Heuristic function overestimates cost, leading to suboptimal plans. #9

steadmon · 2017-06-16T04:06:56Z

A* with a closed set can select suboptimal plans if the heuristic function overestimates the remaining cost of an intermediate state. The current heuristic of counting the conflicting states can be an overestimate in some cases. Consider the following setup:

Six state values: a, b, c, d, e, f
Initial state: all six values are False
Goal state: all six values are True
Four actions:

"setA", no preconditions, sets a:=True, cost of 2
"setAB", no preconditions, sets a:=True and b:=True, cost of 1
"optimal", precondition a==True and b==False, sets all six state values to True, cost of 1
"trap", precondition a==True and b==False, sets all six state values to True, cost of 5

The optimal plan is "setA" followed by "optimal", with a total cost of 3. However, with the current heuristic, the code actually selects a plan of "setAB" followed by "trap", with a total cost of 6. This is because the heuristic overestimates the remaining cost after the action "setA" as having a likely remaining cost of 5, when in fact the remaining cost is only 1.

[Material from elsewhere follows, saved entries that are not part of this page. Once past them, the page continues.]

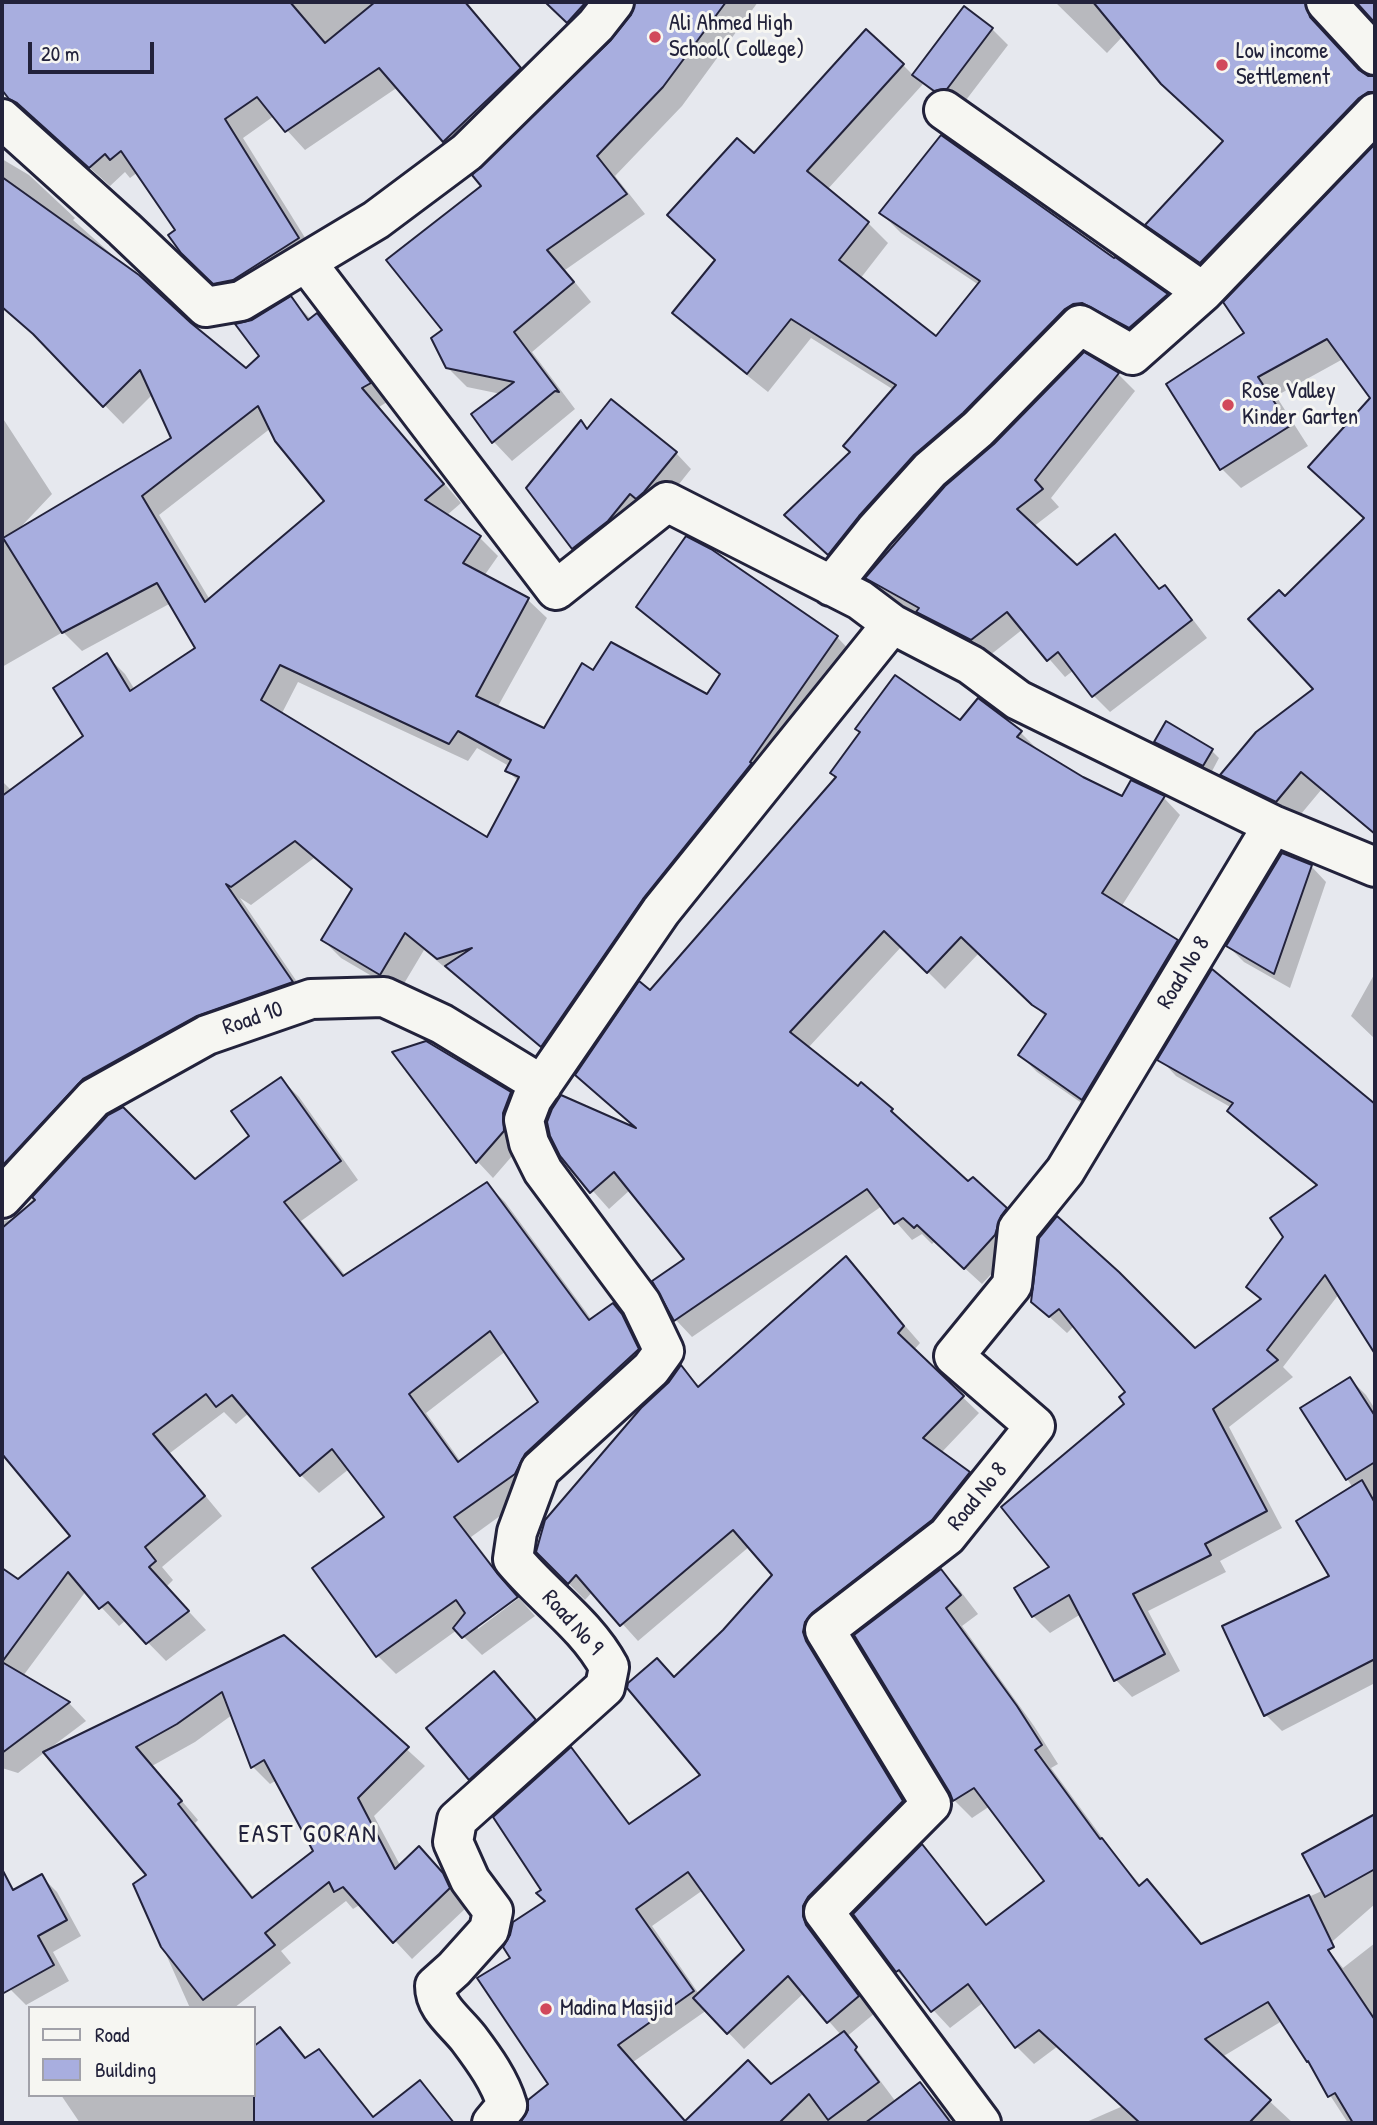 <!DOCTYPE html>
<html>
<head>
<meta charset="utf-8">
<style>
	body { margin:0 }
	#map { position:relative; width:1377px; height:2125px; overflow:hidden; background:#e6e8ee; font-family:"Patrick Hand",sans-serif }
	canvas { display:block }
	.frame { position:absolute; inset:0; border:4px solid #22223b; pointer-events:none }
	.legend { position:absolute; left:28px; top:2006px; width:228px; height:91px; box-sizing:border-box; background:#f6f6f2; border:2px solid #a1a1a9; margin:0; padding:9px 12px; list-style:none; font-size:21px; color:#22223b }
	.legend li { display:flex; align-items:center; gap:14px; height:35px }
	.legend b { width:35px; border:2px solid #a1a1a9 }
	.scale { position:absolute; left:28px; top:42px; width:126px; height:32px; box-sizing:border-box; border:4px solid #22223b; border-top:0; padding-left:9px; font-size:21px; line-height:24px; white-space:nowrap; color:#22223b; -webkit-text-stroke:5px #f6f6f2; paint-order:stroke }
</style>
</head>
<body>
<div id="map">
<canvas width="1377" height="2125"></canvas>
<div class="frame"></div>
<ul class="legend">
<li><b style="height:9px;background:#f6f6f2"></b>Road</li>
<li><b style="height:19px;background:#a8aedf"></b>Building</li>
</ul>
<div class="scale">20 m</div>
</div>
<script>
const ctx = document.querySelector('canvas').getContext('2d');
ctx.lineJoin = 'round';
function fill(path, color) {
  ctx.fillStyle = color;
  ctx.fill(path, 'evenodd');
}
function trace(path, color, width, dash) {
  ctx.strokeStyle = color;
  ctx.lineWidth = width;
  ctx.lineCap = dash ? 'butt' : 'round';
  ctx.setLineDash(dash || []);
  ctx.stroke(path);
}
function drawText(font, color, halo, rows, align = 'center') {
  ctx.font = font + ' "Patrick Hand",sans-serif';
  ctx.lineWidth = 6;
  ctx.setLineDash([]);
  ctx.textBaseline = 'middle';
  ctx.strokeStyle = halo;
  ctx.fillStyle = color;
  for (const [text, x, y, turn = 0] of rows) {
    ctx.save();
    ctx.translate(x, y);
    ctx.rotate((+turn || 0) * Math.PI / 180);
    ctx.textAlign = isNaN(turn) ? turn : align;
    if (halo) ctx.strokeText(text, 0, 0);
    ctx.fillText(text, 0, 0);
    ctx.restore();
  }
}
const shadow = new Path2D(`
	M2,2H136L145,16L161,2H465L539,88L463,160L398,87L305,150L274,116L243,138L317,257L234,302L202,272L178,230L138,172L130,178L125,172L110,186L38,121L30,117L2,87Z
	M547,2H623L587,41Z
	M637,2H758L682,106L615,176L645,214L565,270L591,302L532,352L575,409L512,461L494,442L473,415L501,394L467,387L447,367L444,330L484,186L613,42L633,16Z
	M1055,2H1287L1306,27L1362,74L1367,77L1375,78V120L1220,281L1166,243L1148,225L1225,142L1123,36L1107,53Z
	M992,29L1008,45L963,104L951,106L923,84L827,190L868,223L888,243L860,279L936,338L979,285L901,233L881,213L1115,259L1167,295L1186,315L1150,347L1104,323L849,574L807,535L852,452L894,390L811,338L768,392L694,333L674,313L716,260L754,155L903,65L913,75Z
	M1375,147V835L1321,790L1296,820L1241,793L1222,775L1315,690L1285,598L1366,519L1372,398L1343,359L1276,396L1308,446L1241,488L1222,469L1169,385L1246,333L1226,303Z
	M2,159L29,175L75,218L73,220L190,324L246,370L262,356L253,321L291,299L311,319L317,315L335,333L387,402L379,407L461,503L446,516L479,537L498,556L484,576L528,600L547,618L497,708L544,731L593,672L707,696L721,676L657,625L638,607L837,637L855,656L560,1064L424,950L399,992L341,958L323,940L353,891L314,858L251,905L240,898L310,1001L101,1097L2,1206V781L12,791L85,737L107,656L125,674L135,690L198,649L171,603L82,651L63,632L2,667V417L52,494L16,532L173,438L153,394L123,424L49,348L11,301L2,295ZM271,428L327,502L210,600L159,515ZM298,682L468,761L477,748L509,766L507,770L519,782L488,839L281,715Z
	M1118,374L1135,391L1051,498L1059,507L1033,527L1077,568L1115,537L1161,590L1164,587L1181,604L1207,638L1110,712L1093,695L1074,670L1065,677L1023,629L989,656L935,629L922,616L885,595L868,578Z
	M581,423L588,430L676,453L691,469L660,508L589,564L574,548L528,488Z
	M961,723L1021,733L1037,749L1082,778L1122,799L1164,798L1180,815L1121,907L1177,941L1194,958L1100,1116L1037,1072L1020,1055L1046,1017L979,953L945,989L902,946L808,1048L858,1088L891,1110L969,1184L1005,1209L1022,1226L1012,1252L982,1284L935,1241L932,1244L922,1234L912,1240L882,1206L692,1337L676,1320L654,1281L686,1259L630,1190L609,1209L561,1155L637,1129L577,1075L650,992Z
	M1156,742L1212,751L1219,758L1211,773L1164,749Z
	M1311,866L1326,882L1290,988L1244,962L1228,946Z
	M1213,971L1375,1106V1348L1339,1294L1283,1367L1293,1377L1229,1427L1282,1528L1220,1561L1226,1572L1148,1611L1180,1671L1132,1697L1116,1680L1081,1614L1050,1633L1033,1616L1017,1589L1052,1567L1127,1404L1128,1392L1074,1326L1067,1333L1033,1302L1041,1238L1195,1350L1262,1300L1248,1287L1318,1187L1246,1128L1230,1111L1232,1108L1176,1076L1160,1059Z
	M1375,973V1039L1351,1016Z
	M395,1053L510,1093L526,1109L519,1148L493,1178L478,1162Z
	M281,1079L299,1097L358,1180L301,1221L346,1276L487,1184L505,1202L592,1320L613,1305L632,1323L656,1368L533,1492L471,1537L516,1596L478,1625V1629L519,1598L535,1616L482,1655L457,1630L396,1674L378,1656L315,1568L386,1517L349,1469L319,1493L301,1475L249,1413L236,1424L224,1412L170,1453L222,1516L162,1567L173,1580L166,1587L206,1630L166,1661L126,1620L119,1626L86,1591L23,1676L69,1703L86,1721L49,1749L284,1637L425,1766L374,1816L401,1867L419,1849L460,1893L467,1907L412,1959L361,1904L353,1909L346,1901L281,1951L291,1963L234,2008H190L135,1885L148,1875L45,1752L18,1773L2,1768V1570L18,1582L73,1536L2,1451V1221L10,1220L19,1214L109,1117L195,1181L251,1136ZM506,1351L541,1402L461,1462L426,1413ZM232,1715L253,1767L270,1784L277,1780L315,1852L254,1898L195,1823L198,1820L152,1766L195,1742Z
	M846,1258L920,1343L914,1350L979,1413L941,1453L969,1474L985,1490L828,1629L919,1818L819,1934L823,1944L875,2013L845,2038L858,2051L896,2102L920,2085L937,2101L953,2123H523L550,2084L512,1959L547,1902L543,1890L571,1750L587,1766L631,1825L703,1775L675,1679L725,1631L774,1575L750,1546L638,1641L593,1591L585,1600L538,1552L681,1367L700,1387ZM703,1890L747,1950L699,1994L652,1926ZM804,1993L841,2035L772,2086L686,2123L633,2062L707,2010L744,2049Z
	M1350,1379L1366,1395L1375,1409V1683L1282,1731L1266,1715L1332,1577L1353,1488L1302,1408Z
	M940,1571L958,1588L978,1614L962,1626L1034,1726L1058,1764L1051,1768L1109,1847L1141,1886L1147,1881L1203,1945L1324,1890L1305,1855L1375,1816V1904L1326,1947L1343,1968L1375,1943V2123H1348L1282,2021L1222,2057L1293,2123H1219L1148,2058L1176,2123H1084L1123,2106L1058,2046L1034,2064L1017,2047L984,2002L950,2028L897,1971L855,1914L922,1847L939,1864L988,1926L1047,1882L990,1806L972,1818L954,1800Z
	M494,1673L550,1737L486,1794L470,1779Z
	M41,1876L57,1892L81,1936L53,1952L69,1981L26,2005L10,1989L2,1975V1898Z
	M280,2029L307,2059L319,2051L335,2067L375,2118L420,2083L455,2123H80L61,2095H254V2048Z`);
const building = new Path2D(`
	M2,2H290L325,43L375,2H465L521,68L443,142L379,68L285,132L257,97L225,119L299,238L233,280L213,284L181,253L168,235L175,230L121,151L110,160L105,154L89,168L17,103L9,99L2,90Z
	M545,2H586L567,23Z
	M635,2H726L663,87L597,156L627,194L547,250L574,282L514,332L559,392L555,391L492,443L471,414L514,382L446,368L431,338L442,330L386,260L481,186L472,175L611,40L631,15Z
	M1093,2H1305L1310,17L1359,70L1368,76H1375V92H1368L1359,98L1200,263L1145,225L1223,141L1161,84Z
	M1356,2H1375V23Z
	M964,6L993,28L947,89L934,91L912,75Z
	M866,29L904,64L807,171L869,222L839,260L936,336L980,281L879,213L941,135L1114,258L1115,257L1168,294L1129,328L1082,303L1073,304L1065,309L963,413L914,455L859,516L828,555L784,515L850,452L843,446L896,385L791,319L747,374L672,313L715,260L667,215L737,138L754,153Z
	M1375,144V834L1301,772L1276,802L1220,775L1256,732L1313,689L1248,619L1279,590L1285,596L1364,518L1308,467L1370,398L1327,339L1258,377L1290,426L1220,470L1166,384L1244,333L1223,302Z
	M2,177L139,275L191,323L246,368L259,356L235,324L252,320L291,296L308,320L317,313L371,383L362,388L444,484L425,500L481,536L463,563L529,598L476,696L544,728L582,663L593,670L611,642L707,694L720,674L636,607L686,536L711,549L838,636L750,762L752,763L643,899L541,1047L445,966L472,948L437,959L405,933L380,975L321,940L352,889L295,841L231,887L226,884L293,982L197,1016L83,1079L2,1166V796L83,736L53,688L107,653L130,691L195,648L157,583L62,633L3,538L171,438L140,370L103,407L33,334L2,307ZM258,406L275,441L324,501L205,602L142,496ZM280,665L449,744L458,731L511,760L505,771L519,777L487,837L261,700Z
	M1084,352L1119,373L1035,480L1043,489L1017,509L1077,565L1115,534L1159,589L1165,585L1192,620L1092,697L1058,652L1047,661L1007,612L971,640L916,612L919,608L865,578L945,486L994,444Z
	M611,399L677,452L644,492L636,499L630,494L608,521L572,549L526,488L581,420L587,429Z
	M895,675L960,720L978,698L1022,731L1017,737L1083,777L1122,796L1131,780L1165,796L1102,893L1178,940L1082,1100L1018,1055L1046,1014L1032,1005L961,937L927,973L884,931L790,1032L858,1086L861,1082L893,1109L891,1111L968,1181L973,1177L1007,1208L1001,1216L995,1235L964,1269L917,1225L914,1228L903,1218L894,1224L867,1189L674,1321L652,1281L684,1259L614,1172L590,1193L560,1156L550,1136L547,1122L552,1109L561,1095L636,1128L575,1075L639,981L650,990L836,777L830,773L860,732L855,729Z
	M1166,721L1213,749L1203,766L1154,742Z
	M1282,853L1312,865L1274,974L1226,946Z
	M1212,969L1375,1104V1354L1325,1275L1267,1350L1278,1360L1213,1409L1267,1511L1205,1544L1211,1555L1133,1594L1165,1654L1114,1681L1069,1595L1032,1617L1014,1588L1049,1567L1001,1507L1124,1404L1119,1397L1125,1392L1059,1309L1049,1317L1031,1302L1039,1238L1057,1216L1119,1272L1195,1348L1261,1299L1246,1287L1283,1237L1270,1218L1317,1185L1227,1111L1233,1103L1157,1060Z
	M426,1041L511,1092L503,1113L504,1131L476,1163L392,1052Z
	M281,1077L341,1161L284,1202L343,1276L487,1182L589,1320L613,1303L622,1314L639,1349L525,1454L515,1474L454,1517L497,1573L518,1597L462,1638L453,1628L465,1613L456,1600L376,1657L312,1568L384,1517L332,1449L300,1476L232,1395L216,1407L206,1394L153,1434L205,1496L145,1547L156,1561L149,1567L189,1611L146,1644L108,1602L99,1609L68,1572L2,1662L70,1702L2,1753V1568L18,1579L70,1536L2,1454V1228L35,1200L32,1197L108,1115L123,1107L195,1179L249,1136L231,1111ZM490,1331L538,1402L458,1462L409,1394Z
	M846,1256L904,1326L898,1333L964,1396L923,1438L970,1472L932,1520L812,1613L805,1622L803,1632L806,1641L903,1801L808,1897L803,1906V1916L806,1925L859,1996L827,2023L788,1976L727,2034L693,1998L744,1950L688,1872L636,1909L694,1991L618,2045L685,2121L748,2060L771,2084L844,2031L857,2047L855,2050L879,2082L828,2120L809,2094L779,2123H520L528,2110V2100L548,2084L477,1978L510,1958L503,1947L510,1935L513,1922L545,1901L536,1893L541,1890L493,1817L571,1747L629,1824L700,1775L627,1688L628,1683L657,1658L674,1677L723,1630L772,1575L733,1530L620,1626L576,1575L568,1584L536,1552L545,1520L641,1408L669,1382L681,1365L698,1387Z
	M1350,1377L1375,1416V1462L1346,1480L1300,1408Z
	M1362,1480L1375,1503V1659L1264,1716L1222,1626L1329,1576L1296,1521Z
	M941,1569L961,1595L946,1608L1017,1706L1042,1745L1035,1750L1100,1839L1102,1838L1139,1886L1147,1879L1201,1944L1309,1895L1334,1947L1328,1950L1375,2020V2123H1353L1335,2093L1328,2097L1308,2061L1307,2062L1268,2002L1205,2039L1271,2100L1249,2123H1140L1039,2030L1015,2048L968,1984L931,2012L899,1970L896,1972L853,1914L922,1844L986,1925L1044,1881L974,1788L953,1801L950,1793L854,1635Z
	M284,1635L409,1747L358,1798L395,1869L419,1846L443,1873L450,1888L393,1943L343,1887L334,1892L329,1882L265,1933L275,1945L203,2000L161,1947L133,1884L146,1875L43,1752ZM222,1692L251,1768L264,1760L313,1851L252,1898L178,1804L182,1801L136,1747L177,1724Z
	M494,1671L536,1720L469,1780L426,1728Z
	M1375,1814V1869L1325,1897L1302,1854Z
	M2,1869L13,1890L42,1874L67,1920L38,1936L54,1965L2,1994Z
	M280,2027L305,2058L319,2049L373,2117L420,2080L454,2123H254V2046Z
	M920,2082L951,2123H865Z`);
const street = new Path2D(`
	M1326,2L1375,55
	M944,110L1203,292
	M2,119L124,229L206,307L241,301L376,220L467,152L596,25L614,2
	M306,262L556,590L667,502L860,600L892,624L971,665L1018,700L1273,825L1375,867
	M831,586L875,531L930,470L978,429L1080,325L1132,355L1203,292L1375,113
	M2,1198L94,1098L207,1035L311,999L384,997L442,1024L542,1085
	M492,2123L507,2105C500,2081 484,2059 469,2039C455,2021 435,2008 435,1986L454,1969L489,1930L493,1911L470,1880L453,1842L457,1820L605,1687L609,1667C586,1624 543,1596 513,1559L517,1532L540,1470L651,1369L664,1351L641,1303L543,1171L529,1143L524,1120L532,1099L661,911L892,624
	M981,2123L824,1912L931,1804L825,1630L947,1536L1035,1426L954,1356L1012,1285L1018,1229L1065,1171L1273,825`);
const markers = [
	[655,37,7,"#d1495b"],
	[1222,65,7,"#d1495b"],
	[1228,405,7,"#d1495b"],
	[546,2009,7,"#d1495b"]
];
const poiNames = [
	["Ali Ahmed High",669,24],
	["School( College)",669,50],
	["Low income",1236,52],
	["Settlement",1236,78],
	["Rose Valley",1242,392],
	["Kinder Garten",1242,418],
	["Madina Masjid",560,2009]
];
const streetNames = [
	["Road No 8",1184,973,-59],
	["Road 10",253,1019,-19],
	["Road No 8",978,1497,-51],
	["Road No 9",572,1623,48]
];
const quarterNames = [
	["EAST GORAN",308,1835]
];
fill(shadow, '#0003');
fill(building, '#a8aedf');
trace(building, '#22223b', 2);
trace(street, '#22223b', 44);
trace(street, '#f6f6f2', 38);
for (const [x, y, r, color] of markers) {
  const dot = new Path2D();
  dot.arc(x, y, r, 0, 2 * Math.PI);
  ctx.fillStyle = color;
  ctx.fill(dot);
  trace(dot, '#f6f6f2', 2.5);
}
drawText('23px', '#22223b', '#f6f6f2', poiNames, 'left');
drawText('23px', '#22223b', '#f6f6f2', streetNames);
ctx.letterSpacing = '2px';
drawText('26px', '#22223b', '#f6f6f2', quarterNames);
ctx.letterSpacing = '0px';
</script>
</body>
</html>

This can be fixed by changing the heuristic function as follows:

After all actions and costs are known, find the action with the minimum (cost / number of output states) ratio. Save this optimal ratio, and pass it as an additional argument to the heuristic function. The heuristic function should then return the number of conflicting states multiplied by the cost/output ratio.

stolk · 2017-06-16T23:35:43Z

Good point.
Thanks for pointing this out.

Sorrien · 2018-09-09T15:21:13Z

Has this been resolved?

stolk · 2018-09-09T18:06:03Z

This issue is still present in the current code base.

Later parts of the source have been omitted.